Your instructions — Report the lines of the material that carry the string "margin".

Records —
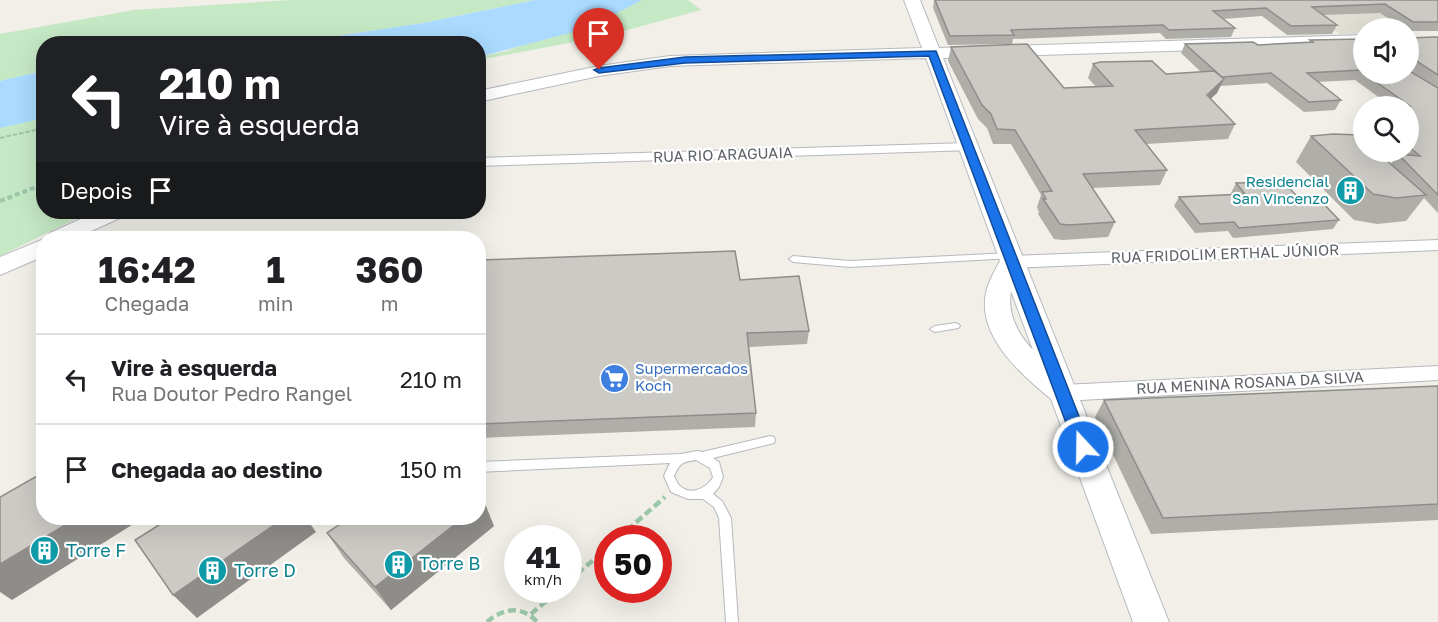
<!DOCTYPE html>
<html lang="pt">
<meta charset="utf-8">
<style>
:root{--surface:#fff;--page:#f2f2f2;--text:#202124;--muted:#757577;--line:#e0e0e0}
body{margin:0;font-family:"Golos Text",sans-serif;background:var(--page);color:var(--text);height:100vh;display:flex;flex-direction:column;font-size:22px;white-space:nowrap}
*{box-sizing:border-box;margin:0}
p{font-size:20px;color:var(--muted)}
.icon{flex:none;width:33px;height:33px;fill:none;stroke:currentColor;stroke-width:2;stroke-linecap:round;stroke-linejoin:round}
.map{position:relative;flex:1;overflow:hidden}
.drawer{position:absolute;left:36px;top:231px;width:450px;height:294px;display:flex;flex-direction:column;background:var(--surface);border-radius:24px;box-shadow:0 6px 24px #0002}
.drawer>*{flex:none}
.banner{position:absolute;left:36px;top:36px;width:450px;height:183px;border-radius:24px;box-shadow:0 6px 24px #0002;background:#202124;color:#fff;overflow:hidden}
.controls{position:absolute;left:1353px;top:18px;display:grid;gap:12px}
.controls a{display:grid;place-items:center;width:66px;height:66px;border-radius:50%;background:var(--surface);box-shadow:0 6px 24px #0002;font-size:30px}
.speed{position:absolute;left:504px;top:525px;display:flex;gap:12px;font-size:30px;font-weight:700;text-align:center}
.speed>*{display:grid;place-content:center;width:78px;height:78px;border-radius:50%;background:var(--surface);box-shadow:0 6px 24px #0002;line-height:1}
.speed small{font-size:15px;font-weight:400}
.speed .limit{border:9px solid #d22;background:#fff;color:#111}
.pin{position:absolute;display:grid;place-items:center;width:51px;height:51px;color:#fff;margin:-62px -26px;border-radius:50% 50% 50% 0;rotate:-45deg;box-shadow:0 0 6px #0007}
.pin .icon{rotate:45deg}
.me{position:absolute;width:66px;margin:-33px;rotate:339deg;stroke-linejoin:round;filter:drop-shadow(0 0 4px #0008)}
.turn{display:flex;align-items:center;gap:21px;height:126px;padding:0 24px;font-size:27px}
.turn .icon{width:78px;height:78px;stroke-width:2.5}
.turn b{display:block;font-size:42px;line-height:51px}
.then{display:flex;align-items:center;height:57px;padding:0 24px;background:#0003;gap:12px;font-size:22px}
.eta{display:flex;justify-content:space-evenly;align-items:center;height:102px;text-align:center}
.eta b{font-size:36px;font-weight:700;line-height:42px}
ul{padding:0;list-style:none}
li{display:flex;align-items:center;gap:18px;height:90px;padding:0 24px;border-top:2px solid var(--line)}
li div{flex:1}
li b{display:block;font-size:22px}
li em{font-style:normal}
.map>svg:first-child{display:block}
.education{fill:#e1ded6}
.green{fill:#c5e8c5}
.water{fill:#aadaff}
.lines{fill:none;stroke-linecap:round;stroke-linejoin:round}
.canal{fill:#aadaff;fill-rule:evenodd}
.lane-casing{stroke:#b5b8bc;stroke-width:2}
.street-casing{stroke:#b5b8bc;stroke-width:2}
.secondary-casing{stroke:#b6babf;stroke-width:2}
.path-far2{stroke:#9cc7a9;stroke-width:2;stroke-dasharray:4.5 2;stroke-linecap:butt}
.path-far1{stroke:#9cc7a9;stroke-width:4;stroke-dasharray:5 3;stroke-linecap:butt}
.path{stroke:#9cc7a9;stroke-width:4.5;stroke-dasharray:8 4;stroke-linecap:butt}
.lane{fill:#fff;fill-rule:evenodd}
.street{fill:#fff;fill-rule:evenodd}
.secondary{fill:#fff;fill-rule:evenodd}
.wall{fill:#afaea9}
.shaded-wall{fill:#8f8d8a}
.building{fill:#cccac5;stroke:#8f8d8a;stroke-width:1.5}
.route{fill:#1a73e8;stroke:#114b97;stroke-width:1.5}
.labels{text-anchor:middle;stroke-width:4.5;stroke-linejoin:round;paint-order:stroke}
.street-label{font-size:15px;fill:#5f6368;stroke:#fff}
.culture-label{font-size:15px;fill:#0d838f;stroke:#fff;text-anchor:end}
.shop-label{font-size:15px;fill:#366cbe;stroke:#fff;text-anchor:start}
.near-culture-label{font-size:18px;fill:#0d838f;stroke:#fff;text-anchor:start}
</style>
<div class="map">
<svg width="1438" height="622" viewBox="0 0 1438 622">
<rect width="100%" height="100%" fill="#f1efe8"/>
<path class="education" d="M 1438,0 L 1438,31 L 1364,28 L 1363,33 L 1340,34 L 1307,12 Z"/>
<g class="green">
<path d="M 291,0 L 535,0 L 423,23 L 290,43 L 44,44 L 43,71 L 0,81 L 0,34 L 134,10 Z"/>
<path d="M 642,0 L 688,0 L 701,10 L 601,37 L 479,60 L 478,57 L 507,51 Z"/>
<path d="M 43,112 L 44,212 L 90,212 L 0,256 L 0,123 Z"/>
</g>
<g class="water">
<path d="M 535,0 L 642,0 L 588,28 L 479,57 L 478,44 L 290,43 L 423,23 Z"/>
<path d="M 43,71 L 43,112 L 0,123 L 0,81 Z"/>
</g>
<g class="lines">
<path class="canal" d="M 44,107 L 44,118 L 0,128 L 0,118 Z"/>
<defs>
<g id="lane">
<path d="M 1010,253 L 1014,256 L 1013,258 L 850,267 L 793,262 L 789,259 L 793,256 L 850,261 Z"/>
<path d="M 955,323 L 958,324 L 960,326 L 958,328 L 935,332 L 930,329 L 935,326 Z"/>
<path d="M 770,436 L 774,437 L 775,440 L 774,443 L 713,458 L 719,462 L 723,477 L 719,487 L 713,494 L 722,501 L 731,518 L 738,622 L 726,622 L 719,518 L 714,507 L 703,499 L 688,499 L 671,492 L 664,476 L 670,463 L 478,472 L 478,462 L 681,454 L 697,451 L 702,452 ZM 696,460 L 710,468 L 713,477 C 707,488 690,497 679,485 C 677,483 676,479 674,476 C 680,463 682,462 696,460 Z"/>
</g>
<g id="street">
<path d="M 968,143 L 973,144 L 973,150 L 478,166 L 478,158 Z"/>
<path d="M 1438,240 L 1438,250 L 1012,268 L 1004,262 L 1012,256 Z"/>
<path d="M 1438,366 L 1438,380 L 1063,401 L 1056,398 L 1053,393 L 1056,388 L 1063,385 Z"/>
</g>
<g id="secondary">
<path d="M 904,0 L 920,0 L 939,48 L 1364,35 L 1364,45 L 943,58 L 1169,622 L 1133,622 L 1051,399 C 1023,376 982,341 985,300 C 986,286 993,274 1000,261 L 926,58 L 670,66 L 599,76 L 478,102 L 478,91 L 599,66 L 670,56 L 922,48 ZM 1011,291 L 1033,350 C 1018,334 1007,314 1011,291 Z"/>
<path d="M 96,212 L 125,212 L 122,217 L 76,238 L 46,238 L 50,233 Z"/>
<path d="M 44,239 L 44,256 L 0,275 L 0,257 Z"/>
</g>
</defs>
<use href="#lane" class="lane-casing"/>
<use href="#street" class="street-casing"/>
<use href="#secondary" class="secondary-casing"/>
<path class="path-far2" d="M 0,138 L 44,128"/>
<path class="path-far1" d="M 0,201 L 44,184"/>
<g class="path">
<path d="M 618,538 L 665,497"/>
<path d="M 568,581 L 608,548"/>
<path d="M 531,614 L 559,590"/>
<path d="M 487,622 C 503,608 522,605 537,622"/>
</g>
<use href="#lane" class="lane"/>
<use href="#street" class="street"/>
<use href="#secondary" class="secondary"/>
</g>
<g class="wall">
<path d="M 934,0 L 1438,0 L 1438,31 L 1408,31 L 1408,28 L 1403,28 L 1380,13 L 1323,15 L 1337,25 L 1332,34 L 1287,35 L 1262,16 L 1223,19 L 1235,28 L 1231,37 L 1166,39 L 1160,33 L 1013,39 L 1012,44 L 948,45 L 933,8 Z"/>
<path d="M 1438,37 L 1438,213 L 1424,198 L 1406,221 L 1377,224 L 1354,220 L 1296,162 L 1311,136 L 1391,164 L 1398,154 L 1399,154 L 1396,152 L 1408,152 L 1408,106 L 1391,106 L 1355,80 L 1317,82 L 1341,100 L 1335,110 L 1304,112 L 1267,83 L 1220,86 L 1217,93 L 1210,99 L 1235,124 L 1228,139 L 1146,144 L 1167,170 L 1160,185 L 1092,188 L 1115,222 L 1108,237 L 1063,240 L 1054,239 L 1038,214 L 1039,212 L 1037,207 L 1041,195 L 1011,144 L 993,144 L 987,128 L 978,119 L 948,61 L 951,47 L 1064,88 L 1096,87 L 1088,78 L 1093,64 L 1166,74 L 1201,72 L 1181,53 L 1185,44 L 1258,45 L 1309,42 L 1310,40 L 1364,39 L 1364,74 L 1408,74 L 1427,81 L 1408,69 L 1408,38 Z"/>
<path d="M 1236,183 L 1302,201 L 1339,220 L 1333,229 L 1233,238 L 1228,231 L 1195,233 L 1174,206 L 1179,197 L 1232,195 L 1231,193 Z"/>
<path d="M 478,260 L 740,280 L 809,331 L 807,344 L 749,347 L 756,413 L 755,427 L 478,438 Z"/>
<path d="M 1438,386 L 1438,520 L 1151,534 L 1095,417 L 1104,400 Z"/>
<path d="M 494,526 L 391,610 L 344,558 L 327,533 Z"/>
</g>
<g class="shaded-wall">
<path d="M 1415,60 L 1409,69 L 1408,69 L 1408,62 Z"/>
<path d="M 1224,79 L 1217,93 L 1200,109 L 1207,95 Z"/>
<path d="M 484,501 L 494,526 L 391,610 L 375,587 L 463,518 L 478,518 L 478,505 Z"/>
<path d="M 77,518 L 143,518 L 12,600 L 0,592 L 0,564 Z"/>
<path d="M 284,518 L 306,518 L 316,532 L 197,618 L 173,595 Z"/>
</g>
<g class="building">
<path d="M 935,0 L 1438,0 L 1438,22 L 1413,22 L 1385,4 L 1312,7 L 1337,25 L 1291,26 L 1266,8 L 1213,11 L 1235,28 L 1169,30 L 1163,25 L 1011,30 L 1014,35 L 950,36 Z"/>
<path d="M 1435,37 L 1438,37 L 1438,75 L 1415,60 L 1408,62 L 1408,38 Z"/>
<path d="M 1364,39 L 1364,72 L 1361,70 L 1307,73 L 1341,100 L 1309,102 L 1271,73 L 1222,77 L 1185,44 L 1253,42 L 1258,45 L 1313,42 L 1310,40 Z"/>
<path d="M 1027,44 L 1064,88 L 1113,86 L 1093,64 L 1100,62 L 1152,61 L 1166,74 L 1214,71 L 1224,79 L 1207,95 L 1235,124 L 1135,130 L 1167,170 L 1083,174 L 1115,222 L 1069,225 L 1060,224 L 1043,199 L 1046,199 L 1042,192 L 1052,191 L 1015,130 L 997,129 L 991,114 L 982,105 L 951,47 Z"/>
<path d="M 1408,70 L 1438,88 L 1438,195 L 1398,154 L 1420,156 L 1408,146 L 1408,106 L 1393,106 L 1410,106 L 1365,74 L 1408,74 Z"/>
<path d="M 1333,134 L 1359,135 L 1364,140 L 1364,152 L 1377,152 L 1426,195 L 1396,198 L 1373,194 L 1311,136 Z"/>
<path d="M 1283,182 L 1302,201 L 1320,200 L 1339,220 L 1239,228 L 1234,222 L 1200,224 L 1179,197 L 1245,194 L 1236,183 Z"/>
<path d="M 735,251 L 740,280 L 799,276 L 809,331 L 747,333 L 756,413 L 478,424 L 478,260 Z"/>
<path d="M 1438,386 L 1438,504 L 1163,518 L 1104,400 Z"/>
<path d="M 44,472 L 44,518 L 77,518 L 0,564 L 0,497 Z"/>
<path d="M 478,495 L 484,501 L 478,505 Z"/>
<path d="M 170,518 L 284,518 L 173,595 L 135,540 Z"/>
<path d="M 349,518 L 463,518 L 375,587 L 327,533 Z"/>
</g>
<path class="route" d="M 936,51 L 1091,447 L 1089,452 L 1078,452 L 1075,447 L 929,56 L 685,63 L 599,73 L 594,70 L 599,68 L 685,57 Z"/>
<defs>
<symbol id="building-disc" viewBox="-11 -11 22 22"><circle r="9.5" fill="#0f9aa8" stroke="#fff"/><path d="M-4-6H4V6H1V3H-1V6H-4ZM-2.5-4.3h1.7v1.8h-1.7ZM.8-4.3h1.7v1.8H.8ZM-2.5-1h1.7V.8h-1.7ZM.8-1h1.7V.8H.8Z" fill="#fff"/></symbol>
<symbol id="supermarket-disc" viewBox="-11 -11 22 22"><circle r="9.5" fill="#3f7fe0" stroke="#fff"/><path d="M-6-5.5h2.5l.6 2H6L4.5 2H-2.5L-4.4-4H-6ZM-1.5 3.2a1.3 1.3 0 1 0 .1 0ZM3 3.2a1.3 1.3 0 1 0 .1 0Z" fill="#fff"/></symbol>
</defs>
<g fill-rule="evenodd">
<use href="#building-disc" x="1334" y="174" width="33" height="33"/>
<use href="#supermarket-disc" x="598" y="362" width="33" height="33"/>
<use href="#building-disc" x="28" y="534" width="33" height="33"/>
<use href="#building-disc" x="382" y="548" width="33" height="33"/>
<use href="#building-disc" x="196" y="554" width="33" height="33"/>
</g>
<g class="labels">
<g class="street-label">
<text transform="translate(723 155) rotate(-2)" y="5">RUA RIO ARAGUAIA</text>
<text transform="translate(1225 254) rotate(-2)" y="5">RUA FRIDOLIM ERTHAL JÚNIOR</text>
<text transform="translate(1250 383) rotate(-3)" y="5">RUA MENINA ROSANA DA SILVA</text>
</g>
<g class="culture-label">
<text x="1329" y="187">Residencial<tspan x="1329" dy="17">San Vincenzo</tspan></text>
</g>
<g class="shop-label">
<text x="635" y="374">Supermercados<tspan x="635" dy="17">Koch</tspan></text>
</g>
<g class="near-culture-label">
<text x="66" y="557">Torre F</text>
<text x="419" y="570">Torre B</text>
<text x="234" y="577">Torre D</text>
</g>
</g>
</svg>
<div class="controls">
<a><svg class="icon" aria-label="sound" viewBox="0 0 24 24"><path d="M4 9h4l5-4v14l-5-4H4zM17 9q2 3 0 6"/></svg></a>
<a><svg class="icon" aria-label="search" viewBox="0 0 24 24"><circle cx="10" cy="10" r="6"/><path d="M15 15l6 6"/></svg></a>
</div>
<div class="speed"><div>41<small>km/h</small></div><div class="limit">50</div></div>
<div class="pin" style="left:599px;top:70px;background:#d93025"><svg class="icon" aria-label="arrive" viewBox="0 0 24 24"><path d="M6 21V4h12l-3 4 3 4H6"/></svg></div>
<svg class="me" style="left:1083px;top:447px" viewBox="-20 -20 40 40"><circle r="17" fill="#1a73e8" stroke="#fff" stroke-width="3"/><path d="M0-11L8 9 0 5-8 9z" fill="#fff"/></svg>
<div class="banner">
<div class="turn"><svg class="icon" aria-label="left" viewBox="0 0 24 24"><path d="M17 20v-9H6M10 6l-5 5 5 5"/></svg><div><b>210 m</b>Vire à esquerda</div></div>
<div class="then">Depois<svg class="icon" aria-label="arrive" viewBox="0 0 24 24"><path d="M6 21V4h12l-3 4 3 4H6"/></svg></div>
</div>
<section class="drawer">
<div class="eta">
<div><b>16:42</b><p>Chegada</p></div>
<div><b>1</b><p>min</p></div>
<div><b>360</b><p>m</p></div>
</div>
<ul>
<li><svg class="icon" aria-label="left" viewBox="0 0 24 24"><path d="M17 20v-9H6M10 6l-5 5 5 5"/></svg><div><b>Vire à esquerda</b><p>Rua Doutor Pedro Rangel</p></div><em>210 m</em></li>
<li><svg class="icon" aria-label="arrive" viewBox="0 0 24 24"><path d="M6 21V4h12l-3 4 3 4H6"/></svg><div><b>Chegada ao destino</b></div><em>150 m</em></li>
</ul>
</section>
</div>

Worked solution —
body{margin:0;font-family:"Golos Text",sans-serif;background:var(--page);color:var(--text);height:100vh;display:flex;flex-direction:column;font-size:22px;white-space:nowrap}
*{box-sizing:border-box;margin:0}
.pin{position:absolute;display:grid;place-items:center;width:51px;height:51px;color:#fff;margin:-62px -26px;border-radius:50% 50% 50% 0;rotate:-45deg;box-shadow:0 0 6px #0007}
.me{position:absolute;width:66px;margin:-33px;rotate:339deg;stroke-linejoin:round;filter:drop-shadow(0 0 4px #0008)}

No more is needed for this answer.